━━ Material to process ━━

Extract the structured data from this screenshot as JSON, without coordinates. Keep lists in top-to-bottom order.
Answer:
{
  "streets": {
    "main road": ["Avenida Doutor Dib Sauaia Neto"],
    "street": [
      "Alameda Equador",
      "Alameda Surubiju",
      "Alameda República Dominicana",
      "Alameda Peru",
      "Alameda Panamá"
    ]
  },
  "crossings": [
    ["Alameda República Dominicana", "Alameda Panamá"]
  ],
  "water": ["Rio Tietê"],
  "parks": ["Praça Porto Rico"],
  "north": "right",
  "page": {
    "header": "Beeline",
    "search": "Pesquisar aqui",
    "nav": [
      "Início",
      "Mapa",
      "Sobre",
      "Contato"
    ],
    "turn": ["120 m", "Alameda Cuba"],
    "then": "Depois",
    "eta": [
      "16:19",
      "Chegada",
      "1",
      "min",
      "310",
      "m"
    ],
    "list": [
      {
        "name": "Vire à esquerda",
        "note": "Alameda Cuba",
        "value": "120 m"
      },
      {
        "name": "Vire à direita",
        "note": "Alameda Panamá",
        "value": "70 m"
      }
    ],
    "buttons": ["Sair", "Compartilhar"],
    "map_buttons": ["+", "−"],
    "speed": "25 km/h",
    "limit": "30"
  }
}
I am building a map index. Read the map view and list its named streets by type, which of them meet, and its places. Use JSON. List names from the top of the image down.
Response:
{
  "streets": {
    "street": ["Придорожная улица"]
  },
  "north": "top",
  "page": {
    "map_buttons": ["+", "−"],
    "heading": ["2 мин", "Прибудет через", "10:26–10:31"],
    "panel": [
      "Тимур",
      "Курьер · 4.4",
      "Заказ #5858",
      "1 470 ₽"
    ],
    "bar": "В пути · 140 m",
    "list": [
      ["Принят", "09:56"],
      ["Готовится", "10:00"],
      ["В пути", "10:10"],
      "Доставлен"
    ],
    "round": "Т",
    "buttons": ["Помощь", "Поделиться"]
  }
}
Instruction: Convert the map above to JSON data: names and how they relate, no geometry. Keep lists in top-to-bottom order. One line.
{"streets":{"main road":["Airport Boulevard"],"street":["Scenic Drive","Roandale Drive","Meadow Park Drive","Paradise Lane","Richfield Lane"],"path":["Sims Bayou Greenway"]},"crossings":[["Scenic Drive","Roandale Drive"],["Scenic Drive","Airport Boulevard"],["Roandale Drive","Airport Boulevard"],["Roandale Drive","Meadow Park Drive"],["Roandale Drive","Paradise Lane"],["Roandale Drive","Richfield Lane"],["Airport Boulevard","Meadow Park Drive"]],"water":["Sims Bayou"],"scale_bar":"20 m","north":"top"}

━━━

◆ **Required action**: Set down the lines of the listing above verbatim, first line through the line containing "I am building", inclusive; add no other lines.

◆ **Completed task**:
Extract the structured data from this screenshot as JSON, without coordinates. Keep lists in top-to-bottom order.
Answer:
{
  "streets": {
    "main road": ["Avenida Doutor Dib Sauaia Neto"],
    "street": [
      "Alameda Equador",
      "Alameda Surubiju",
      "Alameda República Dominicana",
      "Alameda Peru",
      "Alameda Panamá"
    ]
  },
  "crossings": [
    ["Alameda República Dominicana", "Alameda Panamá"]
  ],
  "water": ["Rio Tietê"],
  "parks": ["Praça Porto Rico"],
  "north": "right",
  "page": {
    "header": "Beeline",
    "search": "Pesquisar aqui",
    "nav": [
      "Início",
      "Mapa",
      "Sobre",
      "Contato"
    ],
    "turn": ["120 m", "Alameda Cuba"],
    "then": "Depois",
    "eta": [
      "16:19",
      "Chegada",
      "1",
      "min",
      "310",
      "m"
    ],
    "list": [
      {
        "name": "Vire à esquerda",
        "note": "Alameda Cuba",
        "value": "120 m"
      },
      {
        "name": "Vire à direita",
        "note": "Alameda Panamá",
        "value": "70 m"
      }
    ],
    "buttons": ["Sair", "Compartilhar"],
    "map_buttons": ["+", "−"],
    "speed": "25 km/h",
    "limit": "30"
  }
}
I am building a map index. Read the map view and list its named streets by type, which of them meet, and its places. Use JSON. List names from the top of the image down.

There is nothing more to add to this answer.